Susquehanna analyst Christopher Stathoulopoulos also upgraded American Airlines to Neutral from Negative with a price target of $20, up from $18. The analyst said his base case does not assume a meaningful disruption due to variants and against this backdrop he prefers the low and ultra-low cost carriers.
ON THE SIDELINES: Guggenheim analyst Gregory Francfort initiated coverage of Starbucks (SBUX) with a Neutral rating and $125 price target. The analyst is positive on the company's strong near- to medium-term growth rates but believes that the stock will be held back by a high valuation and high investor earnings expectations. Francfort further warned that investors should be cautious about underwriting a structurally higher margin over the long-term.
BUY MCDONALD'S: Guggenheim analyst Gregory Francfort initiated coverage of McDonald's (MCD) with a Buy rating and $270 price target.
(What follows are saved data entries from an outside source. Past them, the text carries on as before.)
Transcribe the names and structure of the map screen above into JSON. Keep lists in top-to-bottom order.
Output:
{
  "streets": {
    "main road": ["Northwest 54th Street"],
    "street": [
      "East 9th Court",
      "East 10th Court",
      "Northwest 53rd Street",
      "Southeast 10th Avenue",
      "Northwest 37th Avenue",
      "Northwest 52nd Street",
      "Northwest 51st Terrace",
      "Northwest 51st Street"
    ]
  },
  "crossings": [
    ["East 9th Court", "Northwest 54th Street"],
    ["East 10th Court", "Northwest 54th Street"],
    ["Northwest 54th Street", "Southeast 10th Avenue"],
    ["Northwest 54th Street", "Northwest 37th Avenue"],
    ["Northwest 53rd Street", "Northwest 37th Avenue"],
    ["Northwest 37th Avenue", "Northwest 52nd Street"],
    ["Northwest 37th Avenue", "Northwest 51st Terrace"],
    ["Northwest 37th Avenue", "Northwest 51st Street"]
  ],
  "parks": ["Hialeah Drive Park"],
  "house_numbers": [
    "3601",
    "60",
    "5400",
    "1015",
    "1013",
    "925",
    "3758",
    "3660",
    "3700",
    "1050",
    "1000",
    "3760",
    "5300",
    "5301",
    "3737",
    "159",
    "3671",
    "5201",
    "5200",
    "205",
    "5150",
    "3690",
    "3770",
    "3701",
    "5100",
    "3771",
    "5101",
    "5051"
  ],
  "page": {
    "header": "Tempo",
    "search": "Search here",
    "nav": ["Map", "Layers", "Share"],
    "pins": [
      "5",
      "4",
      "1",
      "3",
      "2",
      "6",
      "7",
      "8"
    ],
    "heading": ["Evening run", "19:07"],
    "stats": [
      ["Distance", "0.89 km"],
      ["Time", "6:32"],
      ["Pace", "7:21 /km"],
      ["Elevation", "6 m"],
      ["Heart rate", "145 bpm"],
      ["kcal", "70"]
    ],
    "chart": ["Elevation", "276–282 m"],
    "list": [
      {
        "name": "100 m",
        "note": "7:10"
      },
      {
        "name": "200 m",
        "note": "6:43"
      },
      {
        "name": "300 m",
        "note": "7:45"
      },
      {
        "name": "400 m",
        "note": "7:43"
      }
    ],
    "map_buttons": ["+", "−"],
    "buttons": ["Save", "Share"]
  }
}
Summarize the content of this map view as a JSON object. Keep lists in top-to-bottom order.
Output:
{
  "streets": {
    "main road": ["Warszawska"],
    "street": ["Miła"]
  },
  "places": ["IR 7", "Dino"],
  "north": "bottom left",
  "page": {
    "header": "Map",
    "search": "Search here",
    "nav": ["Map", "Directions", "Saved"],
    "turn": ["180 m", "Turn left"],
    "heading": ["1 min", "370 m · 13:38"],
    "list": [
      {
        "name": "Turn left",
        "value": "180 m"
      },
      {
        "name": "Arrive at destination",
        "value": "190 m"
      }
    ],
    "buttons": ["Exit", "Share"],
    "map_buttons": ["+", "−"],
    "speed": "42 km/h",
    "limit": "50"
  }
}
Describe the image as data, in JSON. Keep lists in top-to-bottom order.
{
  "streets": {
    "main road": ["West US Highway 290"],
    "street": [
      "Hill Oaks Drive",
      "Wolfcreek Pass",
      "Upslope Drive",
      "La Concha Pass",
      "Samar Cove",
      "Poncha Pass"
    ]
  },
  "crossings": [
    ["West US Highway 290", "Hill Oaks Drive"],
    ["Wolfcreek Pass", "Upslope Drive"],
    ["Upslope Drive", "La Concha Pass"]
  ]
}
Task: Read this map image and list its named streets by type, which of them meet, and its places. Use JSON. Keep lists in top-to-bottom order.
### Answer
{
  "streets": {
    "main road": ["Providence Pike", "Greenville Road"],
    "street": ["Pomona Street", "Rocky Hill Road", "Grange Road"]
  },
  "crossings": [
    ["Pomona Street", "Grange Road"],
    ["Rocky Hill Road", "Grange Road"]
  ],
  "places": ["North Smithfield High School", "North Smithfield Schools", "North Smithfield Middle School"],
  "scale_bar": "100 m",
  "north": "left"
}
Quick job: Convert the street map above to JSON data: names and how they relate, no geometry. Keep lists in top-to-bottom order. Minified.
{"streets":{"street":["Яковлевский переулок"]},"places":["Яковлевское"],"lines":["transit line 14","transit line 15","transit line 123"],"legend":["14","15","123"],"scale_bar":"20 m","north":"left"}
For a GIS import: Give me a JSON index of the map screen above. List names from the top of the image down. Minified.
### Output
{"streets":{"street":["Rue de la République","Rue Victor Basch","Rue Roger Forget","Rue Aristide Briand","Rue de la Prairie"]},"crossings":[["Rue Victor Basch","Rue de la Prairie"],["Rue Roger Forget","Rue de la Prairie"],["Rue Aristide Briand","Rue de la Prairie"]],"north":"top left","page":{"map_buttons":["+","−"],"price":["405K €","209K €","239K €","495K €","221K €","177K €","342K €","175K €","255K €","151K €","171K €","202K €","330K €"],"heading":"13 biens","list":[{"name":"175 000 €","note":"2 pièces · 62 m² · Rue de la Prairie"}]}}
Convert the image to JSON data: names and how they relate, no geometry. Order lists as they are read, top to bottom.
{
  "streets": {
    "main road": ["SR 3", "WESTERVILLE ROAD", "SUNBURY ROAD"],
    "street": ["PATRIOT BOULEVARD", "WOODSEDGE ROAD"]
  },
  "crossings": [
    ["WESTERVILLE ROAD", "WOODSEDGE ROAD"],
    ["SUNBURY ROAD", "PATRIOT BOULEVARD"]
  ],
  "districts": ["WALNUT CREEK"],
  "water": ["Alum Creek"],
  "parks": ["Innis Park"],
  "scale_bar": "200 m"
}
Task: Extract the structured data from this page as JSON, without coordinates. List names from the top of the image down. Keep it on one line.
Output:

The analyst also named the stock his Best Idea in the group. Francfort believes that the company's international market recovery is being underappreciated by the stock price, and expects investors to rotate into McDonald's as the Street raises estimates and U.S. comps continue to perform well.
The analyst also initiated coverage of
Yum! Brand (YUM) with a Buy rating and $135 price target;
Restaurant Brands (QSR) with a Neutral rating and $67 price target;
Wendy's (WEN) with a Buy rating and $26 price target;
Jack in the Box (JACK) with a Buy rating and $135 price target;
Domino's Pizza (DPZ) with a Neutral rating and $535 price target;
Chipotle (CMG) with a Neutral rating and $1,750 price target.
VALUATION, COMP SALES COMPARISONS: Raymond James analyst Bobby Griffin downgraded AutoZone (AZO) to Outperform from Strong Buy with a price target of $1,750, up from $1,700. Griffin told investors in a research note that the downgrade reflects current valuation that does not offer sizable multiple re-rating potential in the coming months, as well as challenging comp sales comparisons.
Additionally, the analyst upgraded Advanced Auto Parts (AAP) to Strong Buy from Outperform with a price target of $250, up from $215, and downgraded O'Reilly Automotive (ORLY) to Market Perform from Outperform after the stock surpassed the firm's prior $585 price target.